Segment Open
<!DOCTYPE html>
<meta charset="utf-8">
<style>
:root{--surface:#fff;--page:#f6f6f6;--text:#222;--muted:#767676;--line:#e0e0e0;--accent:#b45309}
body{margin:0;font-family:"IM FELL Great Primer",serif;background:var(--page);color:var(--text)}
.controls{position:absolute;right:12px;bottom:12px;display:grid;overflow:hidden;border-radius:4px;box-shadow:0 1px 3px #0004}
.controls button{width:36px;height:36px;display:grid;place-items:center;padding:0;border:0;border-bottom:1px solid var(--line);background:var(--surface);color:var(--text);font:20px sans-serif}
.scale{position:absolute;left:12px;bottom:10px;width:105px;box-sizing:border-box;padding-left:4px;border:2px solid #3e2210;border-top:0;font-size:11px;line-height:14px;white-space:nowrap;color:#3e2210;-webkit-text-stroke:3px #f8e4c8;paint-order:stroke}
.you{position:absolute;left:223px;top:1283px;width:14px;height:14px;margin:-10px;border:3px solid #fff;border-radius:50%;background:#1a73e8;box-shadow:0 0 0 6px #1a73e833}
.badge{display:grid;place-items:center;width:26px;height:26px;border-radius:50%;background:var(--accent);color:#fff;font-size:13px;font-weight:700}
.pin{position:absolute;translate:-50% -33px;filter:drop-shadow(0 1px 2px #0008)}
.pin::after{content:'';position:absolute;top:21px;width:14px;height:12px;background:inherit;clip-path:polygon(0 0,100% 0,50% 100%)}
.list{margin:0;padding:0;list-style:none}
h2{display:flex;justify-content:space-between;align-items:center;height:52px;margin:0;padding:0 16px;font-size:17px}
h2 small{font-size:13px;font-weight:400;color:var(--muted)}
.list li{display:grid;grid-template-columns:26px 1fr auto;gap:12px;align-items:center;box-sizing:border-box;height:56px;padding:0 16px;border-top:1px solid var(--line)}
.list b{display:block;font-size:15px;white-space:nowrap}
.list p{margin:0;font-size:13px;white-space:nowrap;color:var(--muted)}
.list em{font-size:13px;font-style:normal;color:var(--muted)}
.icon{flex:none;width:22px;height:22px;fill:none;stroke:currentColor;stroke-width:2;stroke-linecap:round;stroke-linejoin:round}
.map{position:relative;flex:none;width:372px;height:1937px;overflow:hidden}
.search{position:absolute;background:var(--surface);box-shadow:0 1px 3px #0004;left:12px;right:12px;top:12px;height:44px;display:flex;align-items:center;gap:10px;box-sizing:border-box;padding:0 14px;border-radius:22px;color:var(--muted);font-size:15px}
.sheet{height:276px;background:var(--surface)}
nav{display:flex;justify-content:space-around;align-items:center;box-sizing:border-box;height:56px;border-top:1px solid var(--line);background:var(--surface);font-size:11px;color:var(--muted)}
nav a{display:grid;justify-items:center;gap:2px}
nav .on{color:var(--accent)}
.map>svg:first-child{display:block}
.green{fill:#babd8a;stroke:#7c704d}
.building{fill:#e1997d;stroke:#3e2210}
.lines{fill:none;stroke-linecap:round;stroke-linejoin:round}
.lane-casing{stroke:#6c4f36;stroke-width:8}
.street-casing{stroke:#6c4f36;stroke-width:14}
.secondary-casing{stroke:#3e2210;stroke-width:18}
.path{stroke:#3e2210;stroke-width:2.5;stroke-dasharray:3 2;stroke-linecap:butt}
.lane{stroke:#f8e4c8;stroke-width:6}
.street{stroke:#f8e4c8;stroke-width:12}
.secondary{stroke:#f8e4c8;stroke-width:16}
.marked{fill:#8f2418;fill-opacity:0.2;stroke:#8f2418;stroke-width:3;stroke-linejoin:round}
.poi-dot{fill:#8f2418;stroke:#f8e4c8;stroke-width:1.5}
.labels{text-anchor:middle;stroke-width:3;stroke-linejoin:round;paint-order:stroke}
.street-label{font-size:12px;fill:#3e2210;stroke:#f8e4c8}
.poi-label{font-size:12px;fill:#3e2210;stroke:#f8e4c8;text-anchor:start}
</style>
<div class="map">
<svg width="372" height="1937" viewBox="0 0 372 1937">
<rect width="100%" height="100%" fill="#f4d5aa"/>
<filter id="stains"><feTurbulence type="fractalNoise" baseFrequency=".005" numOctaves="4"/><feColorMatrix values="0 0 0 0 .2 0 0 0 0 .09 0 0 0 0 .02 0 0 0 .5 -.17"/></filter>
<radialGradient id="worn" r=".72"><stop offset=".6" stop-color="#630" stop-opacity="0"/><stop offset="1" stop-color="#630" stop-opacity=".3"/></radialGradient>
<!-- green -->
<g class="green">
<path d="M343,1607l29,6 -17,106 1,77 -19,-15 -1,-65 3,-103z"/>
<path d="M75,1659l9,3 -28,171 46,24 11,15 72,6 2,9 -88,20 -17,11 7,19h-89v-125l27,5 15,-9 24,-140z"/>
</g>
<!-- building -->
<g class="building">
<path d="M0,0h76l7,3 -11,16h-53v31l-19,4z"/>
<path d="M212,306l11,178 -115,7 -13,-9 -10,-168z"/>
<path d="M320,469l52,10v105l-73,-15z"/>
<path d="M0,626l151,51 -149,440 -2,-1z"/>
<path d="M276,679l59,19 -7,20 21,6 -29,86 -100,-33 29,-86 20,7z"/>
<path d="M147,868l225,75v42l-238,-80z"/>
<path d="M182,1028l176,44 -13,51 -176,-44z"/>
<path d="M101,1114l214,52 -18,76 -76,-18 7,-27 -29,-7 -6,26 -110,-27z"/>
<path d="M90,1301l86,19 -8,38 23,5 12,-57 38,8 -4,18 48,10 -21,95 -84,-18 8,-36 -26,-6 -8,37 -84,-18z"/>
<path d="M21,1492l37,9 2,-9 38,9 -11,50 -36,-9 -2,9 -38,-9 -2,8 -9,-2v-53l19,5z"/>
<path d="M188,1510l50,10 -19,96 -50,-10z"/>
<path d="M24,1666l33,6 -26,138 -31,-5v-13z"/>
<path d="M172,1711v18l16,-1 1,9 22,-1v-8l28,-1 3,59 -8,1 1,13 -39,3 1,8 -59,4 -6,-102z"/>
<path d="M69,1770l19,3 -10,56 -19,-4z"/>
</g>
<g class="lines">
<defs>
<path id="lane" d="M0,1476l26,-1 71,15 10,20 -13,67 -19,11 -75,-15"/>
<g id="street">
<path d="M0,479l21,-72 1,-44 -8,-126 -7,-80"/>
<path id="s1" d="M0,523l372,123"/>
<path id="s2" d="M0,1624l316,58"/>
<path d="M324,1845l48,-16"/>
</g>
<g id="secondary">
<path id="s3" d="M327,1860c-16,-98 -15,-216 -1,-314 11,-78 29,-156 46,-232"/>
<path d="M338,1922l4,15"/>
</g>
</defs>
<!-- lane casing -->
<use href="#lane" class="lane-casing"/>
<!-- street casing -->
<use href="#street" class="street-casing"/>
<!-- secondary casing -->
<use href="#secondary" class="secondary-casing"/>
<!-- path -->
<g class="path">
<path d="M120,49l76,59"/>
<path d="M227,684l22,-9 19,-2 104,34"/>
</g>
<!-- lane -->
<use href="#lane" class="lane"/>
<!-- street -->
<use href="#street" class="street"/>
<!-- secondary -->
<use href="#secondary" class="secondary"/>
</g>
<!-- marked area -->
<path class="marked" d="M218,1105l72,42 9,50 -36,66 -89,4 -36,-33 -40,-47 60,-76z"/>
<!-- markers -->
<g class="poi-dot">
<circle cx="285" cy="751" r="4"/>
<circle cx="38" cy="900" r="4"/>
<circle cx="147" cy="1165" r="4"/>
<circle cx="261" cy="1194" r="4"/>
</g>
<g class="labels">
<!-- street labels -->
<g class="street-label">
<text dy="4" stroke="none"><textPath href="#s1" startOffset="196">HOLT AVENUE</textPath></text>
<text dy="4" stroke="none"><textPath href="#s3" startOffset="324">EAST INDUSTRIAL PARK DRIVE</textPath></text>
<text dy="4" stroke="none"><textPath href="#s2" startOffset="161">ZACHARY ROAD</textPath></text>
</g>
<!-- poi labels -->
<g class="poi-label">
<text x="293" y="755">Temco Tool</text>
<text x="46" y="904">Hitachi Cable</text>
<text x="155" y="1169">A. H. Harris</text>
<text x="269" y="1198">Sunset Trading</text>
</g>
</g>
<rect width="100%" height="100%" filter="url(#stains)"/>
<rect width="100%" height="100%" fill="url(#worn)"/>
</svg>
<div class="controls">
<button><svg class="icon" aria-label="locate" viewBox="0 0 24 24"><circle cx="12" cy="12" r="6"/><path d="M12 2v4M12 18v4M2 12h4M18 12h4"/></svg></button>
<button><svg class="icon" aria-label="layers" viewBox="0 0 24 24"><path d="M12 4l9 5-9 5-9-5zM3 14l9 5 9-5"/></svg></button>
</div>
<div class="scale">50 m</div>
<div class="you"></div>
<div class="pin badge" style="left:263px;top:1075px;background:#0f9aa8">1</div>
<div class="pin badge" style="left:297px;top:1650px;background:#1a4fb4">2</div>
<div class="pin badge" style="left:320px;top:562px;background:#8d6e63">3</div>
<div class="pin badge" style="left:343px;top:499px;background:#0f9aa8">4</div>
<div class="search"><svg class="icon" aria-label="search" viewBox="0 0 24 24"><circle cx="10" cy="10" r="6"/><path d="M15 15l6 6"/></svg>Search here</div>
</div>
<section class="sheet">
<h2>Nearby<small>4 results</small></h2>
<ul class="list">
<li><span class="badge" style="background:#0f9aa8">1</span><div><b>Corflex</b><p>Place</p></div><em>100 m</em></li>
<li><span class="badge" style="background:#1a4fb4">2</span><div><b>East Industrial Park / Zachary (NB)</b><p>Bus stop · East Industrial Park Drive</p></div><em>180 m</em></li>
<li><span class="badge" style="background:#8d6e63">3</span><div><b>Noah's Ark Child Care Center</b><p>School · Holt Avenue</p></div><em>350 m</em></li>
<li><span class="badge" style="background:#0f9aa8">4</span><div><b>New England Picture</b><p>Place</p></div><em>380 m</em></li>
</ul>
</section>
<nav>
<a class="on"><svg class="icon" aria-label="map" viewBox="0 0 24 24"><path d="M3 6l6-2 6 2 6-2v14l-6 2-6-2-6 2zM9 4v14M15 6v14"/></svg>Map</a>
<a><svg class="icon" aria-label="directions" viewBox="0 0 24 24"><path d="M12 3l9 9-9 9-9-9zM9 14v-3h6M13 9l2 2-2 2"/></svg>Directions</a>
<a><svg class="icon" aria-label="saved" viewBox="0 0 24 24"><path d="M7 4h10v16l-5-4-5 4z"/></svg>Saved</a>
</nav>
Segment Closed
_EXERCISE DESCRIPTION:_
Look through the listing above and copy each line with the word "green" in it.

_ANSWER FOR THIS EXERCISE:_
.green{fill:#babd8a;stroke:#7c704d}
<!-- green -->
<g class="green">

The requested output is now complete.